=== Data shown ===
——
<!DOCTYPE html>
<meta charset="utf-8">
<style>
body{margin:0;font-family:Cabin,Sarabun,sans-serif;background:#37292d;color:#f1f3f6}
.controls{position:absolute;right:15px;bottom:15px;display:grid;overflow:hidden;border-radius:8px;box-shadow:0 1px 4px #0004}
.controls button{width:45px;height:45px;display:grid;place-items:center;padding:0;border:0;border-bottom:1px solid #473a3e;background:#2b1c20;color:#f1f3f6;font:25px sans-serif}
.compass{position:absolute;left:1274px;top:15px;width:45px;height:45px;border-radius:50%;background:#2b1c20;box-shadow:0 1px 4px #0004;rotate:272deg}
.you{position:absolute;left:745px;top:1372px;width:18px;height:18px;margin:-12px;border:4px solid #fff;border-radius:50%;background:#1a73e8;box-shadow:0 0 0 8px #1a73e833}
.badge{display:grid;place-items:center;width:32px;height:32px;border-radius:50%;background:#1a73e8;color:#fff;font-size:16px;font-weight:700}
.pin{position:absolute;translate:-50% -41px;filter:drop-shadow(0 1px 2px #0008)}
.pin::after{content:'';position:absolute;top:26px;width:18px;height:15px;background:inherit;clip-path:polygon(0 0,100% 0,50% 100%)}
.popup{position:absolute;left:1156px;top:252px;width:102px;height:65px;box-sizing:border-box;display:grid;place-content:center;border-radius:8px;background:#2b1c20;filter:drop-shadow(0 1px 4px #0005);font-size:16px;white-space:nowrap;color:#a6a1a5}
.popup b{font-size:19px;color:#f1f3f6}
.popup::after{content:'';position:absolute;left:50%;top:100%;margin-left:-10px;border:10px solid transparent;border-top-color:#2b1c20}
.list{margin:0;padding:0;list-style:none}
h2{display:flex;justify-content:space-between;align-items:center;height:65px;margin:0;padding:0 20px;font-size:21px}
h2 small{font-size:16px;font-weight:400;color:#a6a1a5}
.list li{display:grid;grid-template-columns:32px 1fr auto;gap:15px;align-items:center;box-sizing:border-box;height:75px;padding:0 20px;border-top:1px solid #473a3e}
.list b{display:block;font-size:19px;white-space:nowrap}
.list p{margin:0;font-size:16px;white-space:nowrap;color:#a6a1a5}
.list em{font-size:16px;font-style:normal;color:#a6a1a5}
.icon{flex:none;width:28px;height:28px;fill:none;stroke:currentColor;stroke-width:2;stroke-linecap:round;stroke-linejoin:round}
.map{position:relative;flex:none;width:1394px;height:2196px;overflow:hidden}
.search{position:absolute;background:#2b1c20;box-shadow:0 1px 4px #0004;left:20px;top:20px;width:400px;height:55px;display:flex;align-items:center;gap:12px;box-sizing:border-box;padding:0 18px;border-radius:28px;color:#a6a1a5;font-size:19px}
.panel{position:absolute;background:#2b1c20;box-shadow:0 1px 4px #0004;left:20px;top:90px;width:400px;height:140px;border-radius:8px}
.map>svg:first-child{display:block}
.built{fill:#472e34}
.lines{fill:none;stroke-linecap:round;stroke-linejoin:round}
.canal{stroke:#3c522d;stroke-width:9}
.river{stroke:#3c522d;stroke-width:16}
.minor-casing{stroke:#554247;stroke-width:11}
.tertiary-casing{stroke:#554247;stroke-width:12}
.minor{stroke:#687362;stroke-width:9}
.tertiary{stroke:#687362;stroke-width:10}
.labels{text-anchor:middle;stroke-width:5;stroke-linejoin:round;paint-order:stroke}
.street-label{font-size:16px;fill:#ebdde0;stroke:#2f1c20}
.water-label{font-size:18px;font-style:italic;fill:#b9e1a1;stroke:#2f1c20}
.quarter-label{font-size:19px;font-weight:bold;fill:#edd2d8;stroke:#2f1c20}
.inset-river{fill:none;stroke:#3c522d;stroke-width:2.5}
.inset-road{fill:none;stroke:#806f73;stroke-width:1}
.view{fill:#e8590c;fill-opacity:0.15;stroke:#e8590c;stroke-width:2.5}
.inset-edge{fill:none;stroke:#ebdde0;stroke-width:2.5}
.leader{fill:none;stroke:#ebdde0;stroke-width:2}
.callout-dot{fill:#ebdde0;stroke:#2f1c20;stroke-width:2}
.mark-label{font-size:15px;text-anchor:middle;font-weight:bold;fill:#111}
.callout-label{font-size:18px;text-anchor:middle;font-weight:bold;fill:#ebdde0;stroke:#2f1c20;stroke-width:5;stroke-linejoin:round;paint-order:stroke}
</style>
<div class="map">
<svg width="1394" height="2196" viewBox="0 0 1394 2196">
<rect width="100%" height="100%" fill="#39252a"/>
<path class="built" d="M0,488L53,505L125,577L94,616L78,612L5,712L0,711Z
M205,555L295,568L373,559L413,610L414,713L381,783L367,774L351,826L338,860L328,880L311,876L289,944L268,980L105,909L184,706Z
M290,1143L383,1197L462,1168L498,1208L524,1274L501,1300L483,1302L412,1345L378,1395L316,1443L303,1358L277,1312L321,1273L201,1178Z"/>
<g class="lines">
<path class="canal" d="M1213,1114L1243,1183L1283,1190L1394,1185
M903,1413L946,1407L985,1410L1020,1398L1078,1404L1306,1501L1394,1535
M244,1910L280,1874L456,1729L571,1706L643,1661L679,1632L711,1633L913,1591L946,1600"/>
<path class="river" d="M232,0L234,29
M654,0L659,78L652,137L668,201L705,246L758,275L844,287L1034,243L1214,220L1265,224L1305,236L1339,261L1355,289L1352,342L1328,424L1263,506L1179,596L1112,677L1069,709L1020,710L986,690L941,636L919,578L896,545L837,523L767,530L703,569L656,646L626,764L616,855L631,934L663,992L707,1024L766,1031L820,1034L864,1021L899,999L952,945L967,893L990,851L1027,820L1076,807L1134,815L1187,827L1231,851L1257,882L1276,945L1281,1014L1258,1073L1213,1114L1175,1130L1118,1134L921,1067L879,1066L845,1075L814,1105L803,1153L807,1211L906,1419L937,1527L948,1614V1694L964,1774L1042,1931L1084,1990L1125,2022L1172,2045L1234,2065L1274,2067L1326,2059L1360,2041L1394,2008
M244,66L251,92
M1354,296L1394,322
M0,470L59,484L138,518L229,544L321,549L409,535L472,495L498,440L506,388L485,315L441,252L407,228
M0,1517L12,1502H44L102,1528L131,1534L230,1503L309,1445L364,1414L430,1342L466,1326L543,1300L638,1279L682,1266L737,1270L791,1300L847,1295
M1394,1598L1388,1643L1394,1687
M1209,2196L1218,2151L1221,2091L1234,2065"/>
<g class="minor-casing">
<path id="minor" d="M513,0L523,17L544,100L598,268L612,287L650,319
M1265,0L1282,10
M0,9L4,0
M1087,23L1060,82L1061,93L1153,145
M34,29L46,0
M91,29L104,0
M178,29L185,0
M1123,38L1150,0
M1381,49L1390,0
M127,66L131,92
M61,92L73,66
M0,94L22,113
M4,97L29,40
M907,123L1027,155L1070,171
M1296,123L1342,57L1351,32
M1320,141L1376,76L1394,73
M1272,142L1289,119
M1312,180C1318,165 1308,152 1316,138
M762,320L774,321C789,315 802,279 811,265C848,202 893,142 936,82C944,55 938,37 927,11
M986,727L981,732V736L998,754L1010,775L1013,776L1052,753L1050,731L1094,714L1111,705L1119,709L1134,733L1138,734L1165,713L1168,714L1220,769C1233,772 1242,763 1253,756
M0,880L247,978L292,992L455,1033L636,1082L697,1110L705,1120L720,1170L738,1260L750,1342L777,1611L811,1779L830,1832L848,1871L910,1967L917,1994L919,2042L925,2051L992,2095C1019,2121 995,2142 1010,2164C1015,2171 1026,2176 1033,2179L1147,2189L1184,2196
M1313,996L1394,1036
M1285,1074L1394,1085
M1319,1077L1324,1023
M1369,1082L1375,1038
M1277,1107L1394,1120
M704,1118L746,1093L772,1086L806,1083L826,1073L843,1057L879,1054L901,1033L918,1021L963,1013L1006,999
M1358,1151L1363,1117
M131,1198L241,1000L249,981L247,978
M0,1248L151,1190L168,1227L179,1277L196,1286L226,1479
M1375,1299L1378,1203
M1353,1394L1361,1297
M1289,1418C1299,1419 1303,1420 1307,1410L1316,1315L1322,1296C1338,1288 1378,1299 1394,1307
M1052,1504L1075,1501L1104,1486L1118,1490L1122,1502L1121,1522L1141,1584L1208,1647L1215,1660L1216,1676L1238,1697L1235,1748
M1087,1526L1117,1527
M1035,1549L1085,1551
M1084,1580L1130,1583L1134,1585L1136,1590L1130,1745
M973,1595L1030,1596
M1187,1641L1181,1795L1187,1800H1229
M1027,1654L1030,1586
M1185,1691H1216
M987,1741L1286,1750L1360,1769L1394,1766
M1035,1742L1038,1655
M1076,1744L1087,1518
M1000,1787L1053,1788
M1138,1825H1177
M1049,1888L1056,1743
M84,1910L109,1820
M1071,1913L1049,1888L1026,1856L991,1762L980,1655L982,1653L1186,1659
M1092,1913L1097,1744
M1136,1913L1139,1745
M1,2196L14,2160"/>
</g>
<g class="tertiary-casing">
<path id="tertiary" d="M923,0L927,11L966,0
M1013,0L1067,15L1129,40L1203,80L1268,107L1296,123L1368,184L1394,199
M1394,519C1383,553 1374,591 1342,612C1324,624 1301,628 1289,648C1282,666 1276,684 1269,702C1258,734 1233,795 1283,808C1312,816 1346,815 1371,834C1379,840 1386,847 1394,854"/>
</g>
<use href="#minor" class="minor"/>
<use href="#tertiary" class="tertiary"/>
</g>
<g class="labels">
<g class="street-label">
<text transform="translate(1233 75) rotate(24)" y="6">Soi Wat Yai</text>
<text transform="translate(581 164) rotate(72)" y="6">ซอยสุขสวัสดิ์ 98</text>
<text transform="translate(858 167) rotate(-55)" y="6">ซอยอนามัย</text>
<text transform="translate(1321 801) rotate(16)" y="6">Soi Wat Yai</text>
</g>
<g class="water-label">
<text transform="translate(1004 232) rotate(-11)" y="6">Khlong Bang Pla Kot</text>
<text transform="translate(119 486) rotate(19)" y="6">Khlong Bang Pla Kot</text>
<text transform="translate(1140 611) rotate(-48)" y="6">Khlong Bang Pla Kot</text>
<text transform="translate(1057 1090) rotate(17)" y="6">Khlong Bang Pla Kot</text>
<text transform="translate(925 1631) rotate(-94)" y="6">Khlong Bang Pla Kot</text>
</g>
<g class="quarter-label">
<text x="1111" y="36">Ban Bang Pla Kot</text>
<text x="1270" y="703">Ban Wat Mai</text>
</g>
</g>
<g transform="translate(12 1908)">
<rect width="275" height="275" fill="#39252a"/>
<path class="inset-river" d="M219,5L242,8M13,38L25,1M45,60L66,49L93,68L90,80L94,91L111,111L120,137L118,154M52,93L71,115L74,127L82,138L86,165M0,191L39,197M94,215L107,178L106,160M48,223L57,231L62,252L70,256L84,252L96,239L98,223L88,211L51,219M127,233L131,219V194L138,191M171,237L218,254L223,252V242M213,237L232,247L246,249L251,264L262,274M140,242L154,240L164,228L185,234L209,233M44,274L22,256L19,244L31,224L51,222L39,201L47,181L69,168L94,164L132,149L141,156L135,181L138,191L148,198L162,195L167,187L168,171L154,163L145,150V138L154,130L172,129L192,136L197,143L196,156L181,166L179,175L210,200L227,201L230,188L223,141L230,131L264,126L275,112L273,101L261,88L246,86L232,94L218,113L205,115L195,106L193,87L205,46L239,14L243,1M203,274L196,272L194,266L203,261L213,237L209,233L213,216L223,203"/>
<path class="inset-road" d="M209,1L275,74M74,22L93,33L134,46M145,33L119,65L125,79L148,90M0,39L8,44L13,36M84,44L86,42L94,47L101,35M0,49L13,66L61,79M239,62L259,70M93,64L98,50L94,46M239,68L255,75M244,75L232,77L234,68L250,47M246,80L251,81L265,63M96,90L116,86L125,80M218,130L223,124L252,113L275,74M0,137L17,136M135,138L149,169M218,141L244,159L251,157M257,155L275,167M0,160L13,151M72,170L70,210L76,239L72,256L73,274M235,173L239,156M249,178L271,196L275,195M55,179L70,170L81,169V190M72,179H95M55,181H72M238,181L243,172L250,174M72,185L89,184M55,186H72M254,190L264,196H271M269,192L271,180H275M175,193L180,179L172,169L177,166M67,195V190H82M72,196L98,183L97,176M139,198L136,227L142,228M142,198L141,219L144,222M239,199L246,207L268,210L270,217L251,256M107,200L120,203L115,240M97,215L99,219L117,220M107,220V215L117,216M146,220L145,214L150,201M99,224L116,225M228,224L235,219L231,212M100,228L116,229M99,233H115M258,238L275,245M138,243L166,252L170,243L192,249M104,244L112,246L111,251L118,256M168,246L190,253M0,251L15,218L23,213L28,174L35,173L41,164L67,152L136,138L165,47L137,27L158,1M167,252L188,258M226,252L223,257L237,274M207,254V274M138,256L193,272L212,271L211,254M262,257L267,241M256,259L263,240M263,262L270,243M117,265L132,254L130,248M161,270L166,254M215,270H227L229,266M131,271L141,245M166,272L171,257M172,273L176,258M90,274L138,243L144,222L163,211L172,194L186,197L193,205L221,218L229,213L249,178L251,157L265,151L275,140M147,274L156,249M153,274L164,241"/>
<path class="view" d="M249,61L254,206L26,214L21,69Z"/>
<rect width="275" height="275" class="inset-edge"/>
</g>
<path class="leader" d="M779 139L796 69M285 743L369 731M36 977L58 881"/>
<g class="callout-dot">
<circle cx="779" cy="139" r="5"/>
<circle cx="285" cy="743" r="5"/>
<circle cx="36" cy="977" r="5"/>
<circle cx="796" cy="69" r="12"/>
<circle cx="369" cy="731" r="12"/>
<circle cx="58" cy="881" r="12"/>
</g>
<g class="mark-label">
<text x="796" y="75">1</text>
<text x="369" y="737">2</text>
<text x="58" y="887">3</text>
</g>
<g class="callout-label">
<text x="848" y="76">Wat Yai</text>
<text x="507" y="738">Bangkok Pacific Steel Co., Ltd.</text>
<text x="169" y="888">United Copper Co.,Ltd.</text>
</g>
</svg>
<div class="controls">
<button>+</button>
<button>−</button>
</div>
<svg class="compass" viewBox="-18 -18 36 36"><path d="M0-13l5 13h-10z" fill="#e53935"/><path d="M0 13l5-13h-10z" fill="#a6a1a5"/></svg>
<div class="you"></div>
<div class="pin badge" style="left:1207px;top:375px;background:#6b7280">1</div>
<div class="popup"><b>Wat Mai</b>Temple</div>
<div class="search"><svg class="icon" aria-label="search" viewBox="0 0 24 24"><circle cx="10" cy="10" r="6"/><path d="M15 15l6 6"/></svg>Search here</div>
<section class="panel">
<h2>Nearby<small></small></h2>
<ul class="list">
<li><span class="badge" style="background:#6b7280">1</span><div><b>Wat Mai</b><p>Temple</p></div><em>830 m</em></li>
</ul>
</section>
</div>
——
=== Work instructions ===
Which lines in the listing above include the string "bottom"? Copy each of them.

=== Answer ===
.controls{position:absolute;right:15px;bottom:15px;display:grid;overflow:hidden;border-radius:8px;box-shadow:0 1px 4px #0004}
.controls button{width:45px;height:45px;display:grid;place-items:center;padding:0;border:0;border-bottom:1px solid #473a3e;background:#2b1c20;color:#f1f3f6;font:25px sans-serif}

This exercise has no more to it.